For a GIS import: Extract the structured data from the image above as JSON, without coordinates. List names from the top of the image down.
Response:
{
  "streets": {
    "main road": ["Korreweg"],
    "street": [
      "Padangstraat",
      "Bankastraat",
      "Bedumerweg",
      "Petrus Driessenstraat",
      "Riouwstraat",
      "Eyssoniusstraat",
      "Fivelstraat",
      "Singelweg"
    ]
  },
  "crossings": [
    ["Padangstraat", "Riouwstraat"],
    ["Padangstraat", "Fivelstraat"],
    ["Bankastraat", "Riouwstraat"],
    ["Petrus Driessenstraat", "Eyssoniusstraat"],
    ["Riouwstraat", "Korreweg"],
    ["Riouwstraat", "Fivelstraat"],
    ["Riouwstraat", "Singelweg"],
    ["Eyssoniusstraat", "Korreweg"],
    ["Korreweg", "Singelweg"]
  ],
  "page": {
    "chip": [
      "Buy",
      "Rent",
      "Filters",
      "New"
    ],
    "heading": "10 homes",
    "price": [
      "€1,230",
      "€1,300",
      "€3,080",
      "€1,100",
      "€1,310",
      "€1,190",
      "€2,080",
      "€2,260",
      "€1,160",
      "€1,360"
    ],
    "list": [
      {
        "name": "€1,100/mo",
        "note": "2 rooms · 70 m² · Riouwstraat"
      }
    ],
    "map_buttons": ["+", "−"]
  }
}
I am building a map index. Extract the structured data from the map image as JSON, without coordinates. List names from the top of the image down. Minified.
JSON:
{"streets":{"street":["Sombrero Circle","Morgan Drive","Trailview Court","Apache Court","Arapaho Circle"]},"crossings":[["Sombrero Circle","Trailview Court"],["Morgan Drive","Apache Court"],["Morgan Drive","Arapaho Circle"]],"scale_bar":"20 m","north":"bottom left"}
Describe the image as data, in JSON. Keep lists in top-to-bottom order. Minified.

▶ [Your goal]
I need each line of the entries that holds the string "structured" located and copied.

▶ [Answer to this problem]
For a GIS import: Extract the structured data from the image above as JSON, without coordinates. List names from the top of the image down.
I am building a map index. Extract the structured data from the map image as JSON, without coordinates. List names from the top of the image down. Minified.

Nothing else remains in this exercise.